**THE TASK**
From the line containing "M1039 459 1092 470 1078 537 1025 526Z" down to the line containing "M705 757 746 760 742 812 701 810Z" in the records below, reproduce every line exactly, ends included, and omit all others.

§

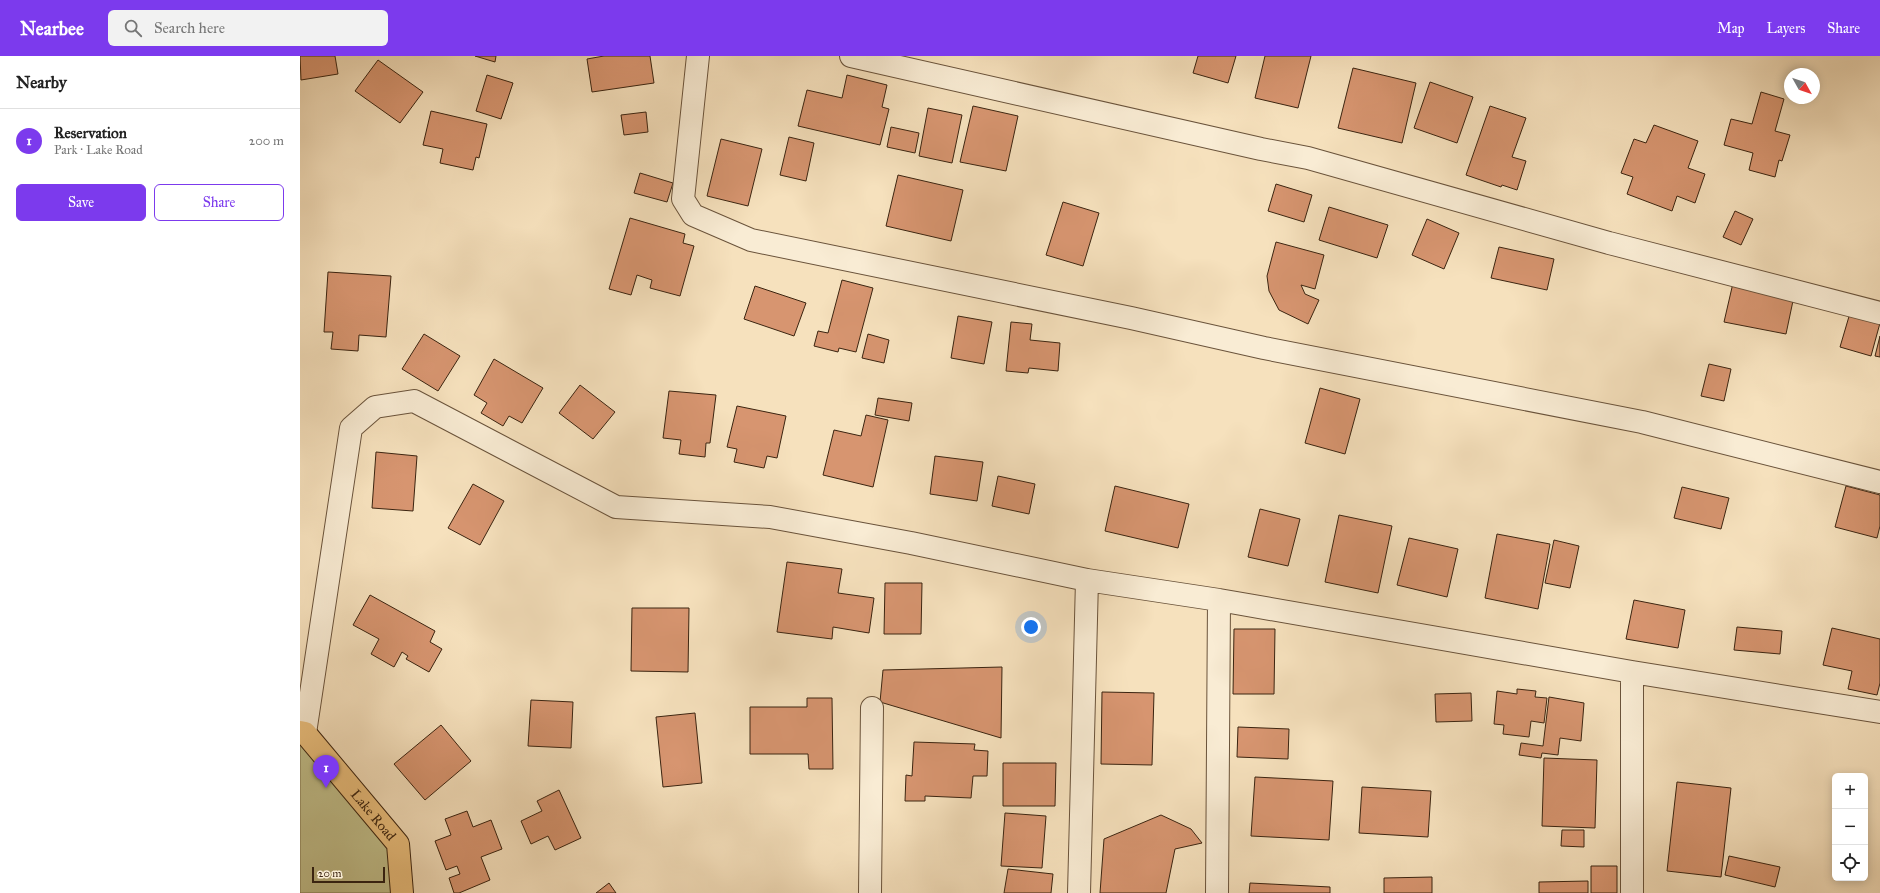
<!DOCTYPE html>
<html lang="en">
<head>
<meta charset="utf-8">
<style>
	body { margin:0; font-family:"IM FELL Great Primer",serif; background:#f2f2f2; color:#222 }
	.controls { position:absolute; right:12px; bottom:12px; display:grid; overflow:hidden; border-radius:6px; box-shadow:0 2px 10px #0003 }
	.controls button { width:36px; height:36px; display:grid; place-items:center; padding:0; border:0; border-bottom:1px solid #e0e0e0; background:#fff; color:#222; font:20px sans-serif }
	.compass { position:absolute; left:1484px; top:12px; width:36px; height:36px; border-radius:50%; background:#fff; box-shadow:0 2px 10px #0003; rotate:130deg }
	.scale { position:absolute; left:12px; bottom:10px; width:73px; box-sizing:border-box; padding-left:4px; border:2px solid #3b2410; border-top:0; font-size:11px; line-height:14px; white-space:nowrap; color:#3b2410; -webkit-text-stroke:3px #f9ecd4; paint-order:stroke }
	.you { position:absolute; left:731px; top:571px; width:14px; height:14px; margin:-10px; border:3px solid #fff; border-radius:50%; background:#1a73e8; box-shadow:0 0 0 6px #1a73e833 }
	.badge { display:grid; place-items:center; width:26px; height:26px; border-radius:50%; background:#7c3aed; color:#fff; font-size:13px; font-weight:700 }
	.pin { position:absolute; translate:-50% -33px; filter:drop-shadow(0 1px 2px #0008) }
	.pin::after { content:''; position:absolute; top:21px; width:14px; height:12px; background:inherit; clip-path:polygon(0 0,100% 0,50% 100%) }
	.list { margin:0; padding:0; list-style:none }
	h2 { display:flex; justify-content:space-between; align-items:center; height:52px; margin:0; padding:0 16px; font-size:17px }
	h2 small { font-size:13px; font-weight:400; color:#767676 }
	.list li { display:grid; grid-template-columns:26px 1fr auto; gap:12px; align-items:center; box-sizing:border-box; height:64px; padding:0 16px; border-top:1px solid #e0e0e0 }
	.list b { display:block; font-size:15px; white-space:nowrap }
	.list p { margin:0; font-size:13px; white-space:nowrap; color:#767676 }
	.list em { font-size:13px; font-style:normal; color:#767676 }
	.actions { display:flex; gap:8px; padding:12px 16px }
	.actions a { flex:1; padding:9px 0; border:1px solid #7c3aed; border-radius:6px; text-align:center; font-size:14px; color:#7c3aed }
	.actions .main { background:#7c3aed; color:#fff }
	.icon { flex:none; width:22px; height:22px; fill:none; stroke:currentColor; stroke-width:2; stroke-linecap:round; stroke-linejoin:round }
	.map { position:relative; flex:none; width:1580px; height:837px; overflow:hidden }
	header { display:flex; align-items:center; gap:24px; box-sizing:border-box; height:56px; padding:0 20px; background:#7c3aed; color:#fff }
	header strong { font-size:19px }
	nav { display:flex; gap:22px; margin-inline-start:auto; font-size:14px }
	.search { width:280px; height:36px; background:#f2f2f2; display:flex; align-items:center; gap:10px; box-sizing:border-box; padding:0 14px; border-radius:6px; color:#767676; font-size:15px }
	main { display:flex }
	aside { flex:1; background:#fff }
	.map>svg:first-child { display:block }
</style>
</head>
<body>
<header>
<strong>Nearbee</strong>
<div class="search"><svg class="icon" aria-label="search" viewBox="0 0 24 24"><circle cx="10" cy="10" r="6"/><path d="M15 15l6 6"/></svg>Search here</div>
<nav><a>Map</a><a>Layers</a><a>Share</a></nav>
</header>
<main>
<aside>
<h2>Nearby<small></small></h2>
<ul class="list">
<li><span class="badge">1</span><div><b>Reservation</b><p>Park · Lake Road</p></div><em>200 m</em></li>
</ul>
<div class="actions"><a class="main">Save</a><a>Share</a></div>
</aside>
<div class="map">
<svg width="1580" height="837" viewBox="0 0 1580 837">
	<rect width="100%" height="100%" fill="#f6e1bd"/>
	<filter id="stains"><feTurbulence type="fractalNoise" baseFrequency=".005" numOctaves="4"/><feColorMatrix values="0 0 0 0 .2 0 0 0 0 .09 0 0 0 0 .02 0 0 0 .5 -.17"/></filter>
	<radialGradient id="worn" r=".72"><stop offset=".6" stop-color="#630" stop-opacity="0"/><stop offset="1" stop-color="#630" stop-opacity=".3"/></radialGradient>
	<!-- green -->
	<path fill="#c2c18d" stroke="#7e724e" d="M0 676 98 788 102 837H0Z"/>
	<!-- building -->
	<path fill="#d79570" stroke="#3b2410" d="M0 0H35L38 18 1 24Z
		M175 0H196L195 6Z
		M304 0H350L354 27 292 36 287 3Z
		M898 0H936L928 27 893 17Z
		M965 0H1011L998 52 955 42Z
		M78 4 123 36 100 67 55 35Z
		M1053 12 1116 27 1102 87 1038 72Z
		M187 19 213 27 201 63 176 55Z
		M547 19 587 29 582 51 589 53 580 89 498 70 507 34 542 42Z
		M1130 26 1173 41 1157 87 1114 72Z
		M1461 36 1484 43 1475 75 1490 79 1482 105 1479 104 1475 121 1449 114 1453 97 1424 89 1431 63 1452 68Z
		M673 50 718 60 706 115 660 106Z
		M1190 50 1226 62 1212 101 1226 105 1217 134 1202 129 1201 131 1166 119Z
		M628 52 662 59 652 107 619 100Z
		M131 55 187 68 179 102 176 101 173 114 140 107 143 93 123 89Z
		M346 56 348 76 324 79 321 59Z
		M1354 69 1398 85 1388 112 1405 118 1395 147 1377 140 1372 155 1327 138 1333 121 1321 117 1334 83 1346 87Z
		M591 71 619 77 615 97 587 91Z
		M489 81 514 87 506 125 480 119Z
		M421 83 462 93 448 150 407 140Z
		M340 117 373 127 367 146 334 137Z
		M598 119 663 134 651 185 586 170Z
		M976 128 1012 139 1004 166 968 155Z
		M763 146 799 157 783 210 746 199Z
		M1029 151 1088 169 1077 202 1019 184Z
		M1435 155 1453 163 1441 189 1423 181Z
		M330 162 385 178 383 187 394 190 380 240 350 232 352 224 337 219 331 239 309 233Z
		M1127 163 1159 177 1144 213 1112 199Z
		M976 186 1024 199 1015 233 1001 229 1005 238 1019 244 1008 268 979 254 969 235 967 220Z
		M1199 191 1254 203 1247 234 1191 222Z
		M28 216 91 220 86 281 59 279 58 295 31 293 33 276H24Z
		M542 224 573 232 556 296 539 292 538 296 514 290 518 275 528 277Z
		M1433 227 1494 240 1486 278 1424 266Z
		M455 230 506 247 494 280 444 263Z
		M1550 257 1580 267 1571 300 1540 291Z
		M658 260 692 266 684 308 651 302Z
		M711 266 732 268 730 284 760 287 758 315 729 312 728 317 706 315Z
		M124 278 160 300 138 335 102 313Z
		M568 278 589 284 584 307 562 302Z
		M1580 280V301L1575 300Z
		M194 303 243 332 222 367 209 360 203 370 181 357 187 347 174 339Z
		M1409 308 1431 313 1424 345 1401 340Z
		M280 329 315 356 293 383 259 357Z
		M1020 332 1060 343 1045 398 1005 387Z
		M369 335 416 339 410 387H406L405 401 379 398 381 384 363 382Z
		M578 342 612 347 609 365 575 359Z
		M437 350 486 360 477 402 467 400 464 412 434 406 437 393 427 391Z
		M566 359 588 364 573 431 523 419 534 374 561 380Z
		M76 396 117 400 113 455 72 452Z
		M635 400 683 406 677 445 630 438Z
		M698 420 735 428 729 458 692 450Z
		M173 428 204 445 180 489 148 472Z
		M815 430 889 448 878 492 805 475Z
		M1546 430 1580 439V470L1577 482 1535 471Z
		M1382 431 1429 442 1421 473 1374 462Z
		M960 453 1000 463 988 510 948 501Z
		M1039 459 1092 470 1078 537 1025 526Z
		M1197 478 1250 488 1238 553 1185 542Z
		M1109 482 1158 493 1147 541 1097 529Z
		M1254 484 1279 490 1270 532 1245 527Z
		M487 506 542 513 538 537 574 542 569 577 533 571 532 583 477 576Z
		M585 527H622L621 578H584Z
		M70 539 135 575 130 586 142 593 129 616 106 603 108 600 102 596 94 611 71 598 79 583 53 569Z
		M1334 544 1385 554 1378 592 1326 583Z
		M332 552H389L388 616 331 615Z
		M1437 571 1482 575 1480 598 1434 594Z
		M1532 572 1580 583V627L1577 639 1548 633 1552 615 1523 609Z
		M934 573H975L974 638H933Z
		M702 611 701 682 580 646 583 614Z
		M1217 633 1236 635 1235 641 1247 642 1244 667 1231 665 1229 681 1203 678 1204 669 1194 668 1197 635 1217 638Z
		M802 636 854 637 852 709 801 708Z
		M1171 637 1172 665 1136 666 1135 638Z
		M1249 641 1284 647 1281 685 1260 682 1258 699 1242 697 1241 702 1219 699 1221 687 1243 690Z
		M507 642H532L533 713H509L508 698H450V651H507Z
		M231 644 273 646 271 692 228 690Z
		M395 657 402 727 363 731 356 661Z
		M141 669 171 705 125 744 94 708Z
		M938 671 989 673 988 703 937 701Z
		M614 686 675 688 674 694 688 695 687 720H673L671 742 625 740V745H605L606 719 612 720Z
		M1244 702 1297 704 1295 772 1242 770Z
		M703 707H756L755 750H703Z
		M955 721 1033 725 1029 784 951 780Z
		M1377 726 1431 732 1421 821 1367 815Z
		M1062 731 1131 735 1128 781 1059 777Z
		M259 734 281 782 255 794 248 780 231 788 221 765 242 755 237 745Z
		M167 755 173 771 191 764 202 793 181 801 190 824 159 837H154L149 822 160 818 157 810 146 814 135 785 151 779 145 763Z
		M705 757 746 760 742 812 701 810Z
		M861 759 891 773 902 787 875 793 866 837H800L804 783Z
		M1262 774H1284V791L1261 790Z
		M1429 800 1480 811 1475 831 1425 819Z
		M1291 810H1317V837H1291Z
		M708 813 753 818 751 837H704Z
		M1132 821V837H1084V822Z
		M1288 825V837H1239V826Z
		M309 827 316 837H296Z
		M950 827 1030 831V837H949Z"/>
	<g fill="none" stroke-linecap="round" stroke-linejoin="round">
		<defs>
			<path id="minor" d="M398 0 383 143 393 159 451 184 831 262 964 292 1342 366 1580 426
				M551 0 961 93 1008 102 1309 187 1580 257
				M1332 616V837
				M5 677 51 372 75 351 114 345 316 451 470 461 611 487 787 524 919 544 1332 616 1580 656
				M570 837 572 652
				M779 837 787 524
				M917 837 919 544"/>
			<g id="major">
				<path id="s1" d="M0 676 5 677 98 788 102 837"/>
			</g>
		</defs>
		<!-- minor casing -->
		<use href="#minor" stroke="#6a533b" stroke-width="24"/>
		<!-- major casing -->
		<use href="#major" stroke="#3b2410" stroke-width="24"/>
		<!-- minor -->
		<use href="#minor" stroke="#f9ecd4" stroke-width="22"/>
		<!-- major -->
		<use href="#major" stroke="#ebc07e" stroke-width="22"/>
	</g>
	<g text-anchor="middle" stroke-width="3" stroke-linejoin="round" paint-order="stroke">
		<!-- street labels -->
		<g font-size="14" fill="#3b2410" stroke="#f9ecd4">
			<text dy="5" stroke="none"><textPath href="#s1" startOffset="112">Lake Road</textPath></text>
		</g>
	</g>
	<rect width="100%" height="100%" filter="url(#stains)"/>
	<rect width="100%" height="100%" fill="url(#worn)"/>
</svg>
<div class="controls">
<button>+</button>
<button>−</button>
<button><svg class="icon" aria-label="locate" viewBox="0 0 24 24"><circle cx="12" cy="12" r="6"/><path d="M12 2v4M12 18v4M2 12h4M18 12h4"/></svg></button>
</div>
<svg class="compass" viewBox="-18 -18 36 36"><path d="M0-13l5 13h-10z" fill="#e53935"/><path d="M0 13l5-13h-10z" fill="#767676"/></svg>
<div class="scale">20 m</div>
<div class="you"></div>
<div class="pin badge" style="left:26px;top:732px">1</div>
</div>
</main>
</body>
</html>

§

**SOLUTION TO THIS TASK**
		M1039 459 1092 470 1078 537 1025 526Z
		M1197 478 1250 488 1238 553 1185 542Z
		M1109 482 1158 493 1147 541 1097 529Z
		M1254 484 1279 490 1270 532 1245 527Z
		M487 506 542 513 538 537 574 542 569 577 533 571 532 583 477 576Z
		M585 527H622L621 578H584Z
		M70 539 135 575 130 586 142 593 129 616 106 603 108 600 102 596 94 611 71 598 79 583 53 569Z
		M1334 544 1385 554 1378 592 1326 583Z
		M332 552H389L388 616 331 615Z
		M1437 571 1482 575 1480 598 1434 594Z
		M1532 572 1580 583V627L1577 639 1548 633 1552 615 1523 609Z
		M934 573H975L974 638H933Z
		M702 611 701 682 580 646 583 614Z
		M1217 633 1236 635 1235 641 1247 642 1244 667 1231 665 1229 681 1203 678 1204 669 1194 668 1197 635 1217 638Z
		M802 636 854 637 852 709 801 708Z
		M1171 637 1172 665 1136 666 1135 638Z
		M1249 641 1284 647 1281 685 1260 682 1258 699 1242 697 1241 702 1219 699 1221 687 1243 690Z
		M507 642H532L533 713H509L508 698H450V651H507Z
		M231 644 273 646 271 692 228 690Z
		M395 657 402 727 363 731 356 661Z
		M141 669 171 705 125 744 94 708Z
		M938 671 989 673 988 703 937 701Z
		M614 686 675 688 674 694 688 695 687 720H673L671 742 625 740V745H605L606 719 612 720Z
		M1244 702 1297 704 1295 772 1242 770Z
		M703 707H756L755 750H703Z
		M955 721 1033 725 1029 784 951 780Z
		M1377 726 1431 732 1421 821 1367 815Z
		M1062 731 1131 735 1128 781 1059 777Z
		M259 734 281 782 255 794 248 780 231 788 221 765 242 755 237 745Z
		M167 755 173 771 191 764 202 793 181 801 190 824 159 837H154L149 822 160 818 157 810 146 814 135 785 151 779 145 763Z
		M705 757 746 760 742 812 701 810Z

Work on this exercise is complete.